Extracted data entries
*****

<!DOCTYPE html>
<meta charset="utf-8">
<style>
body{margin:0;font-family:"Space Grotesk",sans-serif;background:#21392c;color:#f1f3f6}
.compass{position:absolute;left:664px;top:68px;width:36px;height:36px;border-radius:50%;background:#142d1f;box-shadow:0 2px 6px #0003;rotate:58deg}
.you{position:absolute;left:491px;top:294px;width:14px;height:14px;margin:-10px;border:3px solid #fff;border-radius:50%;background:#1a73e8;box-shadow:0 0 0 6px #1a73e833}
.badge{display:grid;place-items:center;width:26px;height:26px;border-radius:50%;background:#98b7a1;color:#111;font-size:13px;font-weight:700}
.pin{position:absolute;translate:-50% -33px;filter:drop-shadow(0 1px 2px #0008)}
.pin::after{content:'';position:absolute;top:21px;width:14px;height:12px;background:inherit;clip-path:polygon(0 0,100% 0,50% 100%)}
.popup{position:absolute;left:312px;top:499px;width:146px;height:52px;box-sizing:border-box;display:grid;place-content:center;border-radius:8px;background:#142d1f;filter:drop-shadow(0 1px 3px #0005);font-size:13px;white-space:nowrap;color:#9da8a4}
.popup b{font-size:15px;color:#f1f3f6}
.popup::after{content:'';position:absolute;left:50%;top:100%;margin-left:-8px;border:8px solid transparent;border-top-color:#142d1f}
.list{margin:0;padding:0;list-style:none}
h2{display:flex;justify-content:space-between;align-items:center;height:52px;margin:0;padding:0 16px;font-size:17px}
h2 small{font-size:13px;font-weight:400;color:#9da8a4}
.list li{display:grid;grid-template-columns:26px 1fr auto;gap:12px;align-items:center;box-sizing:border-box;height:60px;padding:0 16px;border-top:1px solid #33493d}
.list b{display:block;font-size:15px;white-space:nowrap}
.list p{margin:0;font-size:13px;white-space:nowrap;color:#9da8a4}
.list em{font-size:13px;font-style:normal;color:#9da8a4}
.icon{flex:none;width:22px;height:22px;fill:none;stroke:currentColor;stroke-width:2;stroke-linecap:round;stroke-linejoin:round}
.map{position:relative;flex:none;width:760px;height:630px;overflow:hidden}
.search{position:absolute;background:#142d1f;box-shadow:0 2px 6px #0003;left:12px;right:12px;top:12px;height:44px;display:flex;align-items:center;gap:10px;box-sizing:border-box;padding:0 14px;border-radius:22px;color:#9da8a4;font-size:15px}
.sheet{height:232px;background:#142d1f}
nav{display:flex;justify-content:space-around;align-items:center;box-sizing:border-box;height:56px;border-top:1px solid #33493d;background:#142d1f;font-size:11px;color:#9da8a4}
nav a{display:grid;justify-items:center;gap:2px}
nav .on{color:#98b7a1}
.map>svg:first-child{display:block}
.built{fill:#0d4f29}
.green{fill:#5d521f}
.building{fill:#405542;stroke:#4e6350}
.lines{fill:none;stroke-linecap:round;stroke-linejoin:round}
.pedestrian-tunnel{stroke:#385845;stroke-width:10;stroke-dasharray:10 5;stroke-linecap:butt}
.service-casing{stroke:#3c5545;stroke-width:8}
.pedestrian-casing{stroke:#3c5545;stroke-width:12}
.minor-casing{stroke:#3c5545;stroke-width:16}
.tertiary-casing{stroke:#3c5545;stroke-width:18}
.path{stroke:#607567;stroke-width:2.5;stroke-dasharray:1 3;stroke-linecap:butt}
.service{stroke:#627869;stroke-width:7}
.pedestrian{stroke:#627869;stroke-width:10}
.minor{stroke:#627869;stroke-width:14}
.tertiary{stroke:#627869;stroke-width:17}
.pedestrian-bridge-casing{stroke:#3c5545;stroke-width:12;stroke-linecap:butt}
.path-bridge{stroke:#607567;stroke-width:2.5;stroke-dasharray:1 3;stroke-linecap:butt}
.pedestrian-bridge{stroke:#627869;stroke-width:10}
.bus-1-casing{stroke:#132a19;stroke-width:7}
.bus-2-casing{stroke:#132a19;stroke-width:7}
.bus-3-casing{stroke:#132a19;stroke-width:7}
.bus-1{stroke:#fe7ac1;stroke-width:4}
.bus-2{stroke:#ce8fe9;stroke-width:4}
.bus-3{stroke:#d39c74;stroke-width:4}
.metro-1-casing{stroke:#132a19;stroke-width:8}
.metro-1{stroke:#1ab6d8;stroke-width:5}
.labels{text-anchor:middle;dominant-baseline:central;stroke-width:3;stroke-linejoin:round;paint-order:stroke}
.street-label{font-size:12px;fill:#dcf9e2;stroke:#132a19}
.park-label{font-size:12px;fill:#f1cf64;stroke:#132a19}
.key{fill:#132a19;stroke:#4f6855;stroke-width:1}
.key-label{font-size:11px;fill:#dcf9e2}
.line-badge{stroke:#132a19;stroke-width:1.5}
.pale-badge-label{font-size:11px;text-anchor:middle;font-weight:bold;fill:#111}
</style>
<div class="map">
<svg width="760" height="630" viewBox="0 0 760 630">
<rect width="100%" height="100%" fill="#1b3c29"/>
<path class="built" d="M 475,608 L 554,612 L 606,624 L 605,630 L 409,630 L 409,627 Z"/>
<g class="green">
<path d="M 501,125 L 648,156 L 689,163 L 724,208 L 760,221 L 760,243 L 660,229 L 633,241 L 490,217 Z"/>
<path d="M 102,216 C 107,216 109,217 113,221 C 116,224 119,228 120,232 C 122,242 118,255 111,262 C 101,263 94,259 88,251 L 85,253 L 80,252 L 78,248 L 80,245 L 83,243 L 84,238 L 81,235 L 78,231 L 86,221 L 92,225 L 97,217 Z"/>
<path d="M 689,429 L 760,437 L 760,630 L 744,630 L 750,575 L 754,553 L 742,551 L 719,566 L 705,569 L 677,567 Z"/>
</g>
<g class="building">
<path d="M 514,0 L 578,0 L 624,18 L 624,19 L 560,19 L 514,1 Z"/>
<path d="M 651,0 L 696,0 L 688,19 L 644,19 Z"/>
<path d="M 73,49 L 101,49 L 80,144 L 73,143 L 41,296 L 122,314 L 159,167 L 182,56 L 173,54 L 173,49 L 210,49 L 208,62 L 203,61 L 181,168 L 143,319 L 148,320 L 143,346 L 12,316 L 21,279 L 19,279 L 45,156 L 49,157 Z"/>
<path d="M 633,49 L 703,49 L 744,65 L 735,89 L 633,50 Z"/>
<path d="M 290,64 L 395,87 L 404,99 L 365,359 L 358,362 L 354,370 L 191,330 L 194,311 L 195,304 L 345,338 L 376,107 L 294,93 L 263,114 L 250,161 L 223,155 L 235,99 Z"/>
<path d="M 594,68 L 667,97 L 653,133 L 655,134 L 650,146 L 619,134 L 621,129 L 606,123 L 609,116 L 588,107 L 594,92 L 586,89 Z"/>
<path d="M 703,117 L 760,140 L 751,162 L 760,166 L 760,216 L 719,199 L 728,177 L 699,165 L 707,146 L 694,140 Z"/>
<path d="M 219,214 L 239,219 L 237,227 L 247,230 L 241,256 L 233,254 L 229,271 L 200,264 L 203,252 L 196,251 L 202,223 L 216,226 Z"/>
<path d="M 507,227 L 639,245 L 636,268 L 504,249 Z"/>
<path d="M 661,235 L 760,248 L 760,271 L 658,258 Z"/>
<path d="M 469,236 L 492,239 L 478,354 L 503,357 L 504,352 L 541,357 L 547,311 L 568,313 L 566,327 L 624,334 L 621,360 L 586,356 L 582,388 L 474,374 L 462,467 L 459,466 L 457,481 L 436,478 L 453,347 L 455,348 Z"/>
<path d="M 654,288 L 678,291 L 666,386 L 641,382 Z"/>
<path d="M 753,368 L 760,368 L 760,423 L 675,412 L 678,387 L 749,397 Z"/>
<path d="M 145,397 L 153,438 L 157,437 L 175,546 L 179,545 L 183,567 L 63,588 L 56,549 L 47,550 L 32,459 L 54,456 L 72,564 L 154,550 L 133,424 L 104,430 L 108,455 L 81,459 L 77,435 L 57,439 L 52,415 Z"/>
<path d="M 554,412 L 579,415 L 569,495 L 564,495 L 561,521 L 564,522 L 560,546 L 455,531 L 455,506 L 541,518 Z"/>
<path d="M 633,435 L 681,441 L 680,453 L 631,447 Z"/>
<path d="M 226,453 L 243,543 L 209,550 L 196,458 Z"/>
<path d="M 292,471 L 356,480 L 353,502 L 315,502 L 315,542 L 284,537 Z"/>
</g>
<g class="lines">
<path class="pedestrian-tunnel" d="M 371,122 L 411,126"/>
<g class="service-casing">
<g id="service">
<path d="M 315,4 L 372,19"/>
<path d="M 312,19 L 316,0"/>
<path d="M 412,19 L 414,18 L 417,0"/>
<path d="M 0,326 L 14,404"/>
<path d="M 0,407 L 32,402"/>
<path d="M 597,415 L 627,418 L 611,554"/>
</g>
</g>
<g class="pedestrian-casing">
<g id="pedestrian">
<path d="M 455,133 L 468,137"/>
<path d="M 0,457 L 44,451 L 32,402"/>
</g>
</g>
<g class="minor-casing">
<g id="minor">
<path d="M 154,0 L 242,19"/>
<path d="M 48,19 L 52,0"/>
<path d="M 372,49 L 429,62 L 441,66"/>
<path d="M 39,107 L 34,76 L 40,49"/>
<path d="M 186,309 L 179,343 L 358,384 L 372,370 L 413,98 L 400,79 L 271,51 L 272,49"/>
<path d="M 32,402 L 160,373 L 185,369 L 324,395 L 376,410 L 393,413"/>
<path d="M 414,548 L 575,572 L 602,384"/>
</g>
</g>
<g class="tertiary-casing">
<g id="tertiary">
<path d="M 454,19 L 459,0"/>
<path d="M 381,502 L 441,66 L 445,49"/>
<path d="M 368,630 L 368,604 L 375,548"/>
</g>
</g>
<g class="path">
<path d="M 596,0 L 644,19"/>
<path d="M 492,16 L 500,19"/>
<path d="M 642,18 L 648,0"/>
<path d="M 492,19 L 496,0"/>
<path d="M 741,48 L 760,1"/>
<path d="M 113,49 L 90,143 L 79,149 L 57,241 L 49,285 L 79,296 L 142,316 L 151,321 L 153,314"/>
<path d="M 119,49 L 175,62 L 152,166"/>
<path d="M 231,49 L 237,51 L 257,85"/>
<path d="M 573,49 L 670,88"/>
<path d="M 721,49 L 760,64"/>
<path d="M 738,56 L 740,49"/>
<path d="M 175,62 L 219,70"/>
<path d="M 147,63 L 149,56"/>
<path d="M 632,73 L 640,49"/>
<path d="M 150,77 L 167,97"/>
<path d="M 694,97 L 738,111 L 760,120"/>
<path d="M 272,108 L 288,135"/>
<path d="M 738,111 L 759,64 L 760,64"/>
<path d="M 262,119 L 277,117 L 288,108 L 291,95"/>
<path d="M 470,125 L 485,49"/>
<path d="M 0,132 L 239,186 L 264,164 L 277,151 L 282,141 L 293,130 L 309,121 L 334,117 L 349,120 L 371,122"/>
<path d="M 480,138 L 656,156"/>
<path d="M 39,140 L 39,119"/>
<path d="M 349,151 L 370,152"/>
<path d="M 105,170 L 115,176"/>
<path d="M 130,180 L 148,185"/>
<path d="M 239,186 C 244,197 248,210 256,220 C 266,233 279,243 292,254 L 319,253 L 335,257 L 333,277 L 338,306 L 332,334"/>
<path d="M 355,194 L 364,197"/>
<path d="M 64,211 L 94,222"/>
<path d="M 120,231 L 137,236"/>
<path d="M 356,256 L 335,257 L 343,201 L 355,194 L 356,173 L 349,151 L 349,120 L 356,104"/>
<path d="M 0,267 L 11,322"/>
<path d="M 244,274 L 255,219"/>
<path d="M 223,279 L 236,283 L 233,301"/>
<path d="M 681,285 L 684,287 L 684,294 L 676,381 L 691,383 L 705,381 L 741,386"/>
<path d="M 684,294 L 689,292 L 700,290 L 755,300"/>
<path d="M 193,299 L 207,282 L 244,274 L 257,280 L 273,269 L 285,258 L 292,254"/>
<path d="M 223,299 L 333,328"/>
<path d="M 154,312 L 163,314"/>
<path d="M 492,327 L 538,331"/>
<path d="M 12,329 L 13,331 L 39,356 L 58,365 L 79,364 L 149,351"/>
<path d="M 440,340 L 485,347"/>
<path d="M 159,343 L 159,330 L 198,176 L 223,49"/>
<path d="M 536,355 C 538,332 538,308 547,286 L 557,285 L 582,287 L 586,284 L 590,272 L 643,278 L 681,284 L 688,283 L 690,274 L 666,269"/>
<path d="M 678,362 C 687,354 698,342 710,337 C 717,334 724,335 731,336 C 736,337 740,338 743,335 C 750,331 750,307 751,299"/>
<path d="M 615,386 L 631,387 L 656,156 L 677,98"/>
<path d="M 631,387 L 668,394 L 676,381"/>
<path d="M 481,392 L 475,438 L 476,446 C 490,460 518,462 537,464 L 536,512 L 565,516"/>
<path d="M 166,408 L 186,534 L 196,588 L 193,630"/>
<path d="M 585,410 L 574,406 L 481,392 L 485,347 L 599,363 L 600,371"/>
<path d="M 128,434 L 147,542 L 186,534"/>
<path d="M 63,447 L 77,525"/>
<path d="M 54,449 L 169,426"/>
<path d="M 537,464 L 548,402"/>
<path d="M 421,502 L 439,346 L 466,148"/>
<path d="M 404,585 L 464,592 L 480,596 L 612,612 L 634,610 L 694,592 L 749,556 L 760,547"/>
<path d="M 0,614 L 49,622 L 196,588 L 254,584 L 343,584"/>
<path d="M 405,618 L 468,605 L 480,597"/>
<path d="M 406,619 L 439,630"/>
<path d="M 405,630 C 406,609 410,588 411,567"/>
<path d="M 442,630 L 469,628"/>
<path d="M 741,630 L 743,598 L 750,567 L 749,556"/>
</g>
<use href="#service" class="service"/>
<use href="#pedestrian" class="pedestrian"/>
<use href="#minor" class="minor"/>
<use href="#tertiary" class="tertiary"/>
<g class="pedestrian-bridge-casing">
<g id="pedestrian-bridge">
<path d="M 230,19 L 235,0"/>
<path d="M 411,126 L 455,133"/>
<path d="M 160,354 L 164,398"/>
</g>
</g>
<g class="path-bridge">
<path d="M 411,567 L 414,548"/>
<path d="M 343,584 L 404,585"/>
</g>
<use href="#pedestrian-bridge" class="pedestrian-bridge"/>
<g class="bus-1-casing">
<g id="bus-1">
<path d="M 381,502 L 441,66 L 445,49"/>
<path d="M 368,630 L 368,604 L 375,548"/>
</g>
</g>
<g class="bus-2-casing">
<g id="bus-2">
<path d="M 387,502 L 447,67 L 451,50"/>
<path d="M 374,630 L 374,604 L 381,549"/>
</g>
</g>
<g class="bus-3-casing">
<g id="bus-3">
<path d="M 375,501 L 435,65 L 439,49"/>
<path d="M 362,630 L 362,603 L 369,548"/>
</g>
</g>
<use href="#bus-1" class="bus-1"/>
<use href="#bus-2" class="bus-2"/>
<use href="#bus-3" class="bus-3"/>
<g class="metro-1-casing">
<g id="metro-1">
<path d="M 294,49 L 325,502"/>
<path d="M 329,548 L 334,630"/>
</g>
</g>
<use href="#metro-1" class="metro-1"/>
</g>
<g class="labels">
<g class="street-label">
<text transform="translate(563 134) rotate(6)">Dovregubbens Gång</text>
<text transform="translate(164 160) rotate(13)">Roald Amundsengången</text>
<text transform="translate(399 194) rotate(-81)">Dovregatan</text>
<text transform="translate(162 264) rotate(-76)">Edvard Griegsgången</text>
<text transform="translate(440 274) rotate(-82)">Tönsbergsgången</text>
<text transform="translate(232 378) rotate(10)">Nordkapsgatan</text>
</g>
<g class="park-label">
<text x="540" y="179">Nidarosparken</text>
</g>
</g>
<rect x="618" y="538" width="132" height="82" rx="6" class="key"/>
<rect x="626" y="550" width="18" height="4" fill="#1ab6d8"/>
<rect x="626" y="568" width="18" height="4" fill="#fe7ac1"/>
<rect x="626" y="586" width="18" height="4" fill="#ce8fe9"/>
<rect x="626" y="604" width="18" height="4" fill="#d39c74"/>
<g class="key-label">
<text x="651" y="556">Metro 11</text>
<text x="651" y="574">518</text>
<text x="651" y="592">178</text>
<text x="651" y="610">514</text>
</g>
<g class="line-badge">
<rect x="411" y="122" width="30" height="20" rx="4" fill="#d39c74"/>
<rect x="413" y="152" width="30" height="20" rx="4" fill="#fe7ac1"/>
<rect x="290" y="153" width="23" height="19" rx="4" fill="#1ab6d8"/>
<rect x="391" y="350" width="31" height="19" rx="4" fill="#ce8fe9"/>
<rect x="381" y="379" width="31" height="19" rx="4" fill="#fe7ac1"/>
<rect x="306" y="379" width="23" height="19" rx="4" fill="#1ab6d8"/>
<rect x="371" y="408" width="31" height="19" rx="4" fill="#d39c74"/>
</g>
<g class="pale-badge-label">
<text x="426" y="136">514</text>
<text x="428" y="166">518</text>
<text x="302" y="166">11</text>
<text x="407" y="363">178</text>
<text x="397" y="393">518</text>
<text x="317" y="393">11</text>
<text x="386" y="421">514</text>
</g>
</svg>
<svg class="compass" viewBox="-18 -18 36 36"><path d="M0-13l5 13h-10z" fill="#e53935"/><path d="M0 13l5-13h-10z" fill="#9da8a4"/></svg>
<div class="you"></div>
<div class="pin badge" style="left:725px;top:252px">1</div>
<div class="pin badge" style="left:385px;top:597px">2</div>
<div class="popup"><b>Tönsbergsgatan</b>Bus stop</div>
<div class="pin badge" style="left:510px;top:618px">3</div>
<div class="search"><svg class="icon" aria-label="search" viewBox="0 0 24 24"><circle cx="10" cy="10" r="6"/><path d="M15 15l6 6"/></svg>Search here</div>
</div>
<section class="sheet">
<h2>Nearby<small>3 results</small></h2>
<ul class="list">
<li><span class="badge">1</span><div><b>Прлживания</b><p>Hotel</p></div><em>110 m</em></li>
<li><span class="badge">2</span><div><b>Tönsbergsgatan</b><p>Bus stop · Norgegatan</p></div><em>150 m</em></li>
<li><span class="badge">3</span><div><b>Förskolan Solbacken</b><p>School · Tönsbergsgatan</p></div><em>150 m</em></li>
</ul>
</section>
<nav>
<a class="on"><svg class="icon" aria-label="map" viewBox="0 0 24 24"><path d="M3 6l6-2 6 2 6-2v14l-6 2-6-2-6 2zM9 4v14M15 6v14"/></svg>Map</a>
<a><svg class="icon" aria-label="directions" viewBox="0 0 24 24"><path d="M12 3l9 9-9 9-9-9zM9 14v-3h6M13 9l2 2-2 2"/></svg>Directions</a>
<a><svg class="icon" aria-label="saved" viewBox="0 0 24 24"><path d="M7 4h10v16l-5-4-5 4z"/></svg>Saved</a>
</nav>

*****

● **WHAT THE EXERCISE ASKS**: The required answer is each line of the entries containing the string "compass".

● **RESPONSE TO THE TASK**:
.compass{position:absolute;left:664px;top:68px;width:36px;height:36px;border-radius:50%;background:#142d1f;box-shadow:0 2px 6px #0003;rotate:58deg}
<svg class="compass" viewBox="-18 -18 36 36"><path d="M0-13l5 13h-10z" fill="#e53935"/><path d="M0 13l5-13h-10z" fill="#9da8a4"/></svg>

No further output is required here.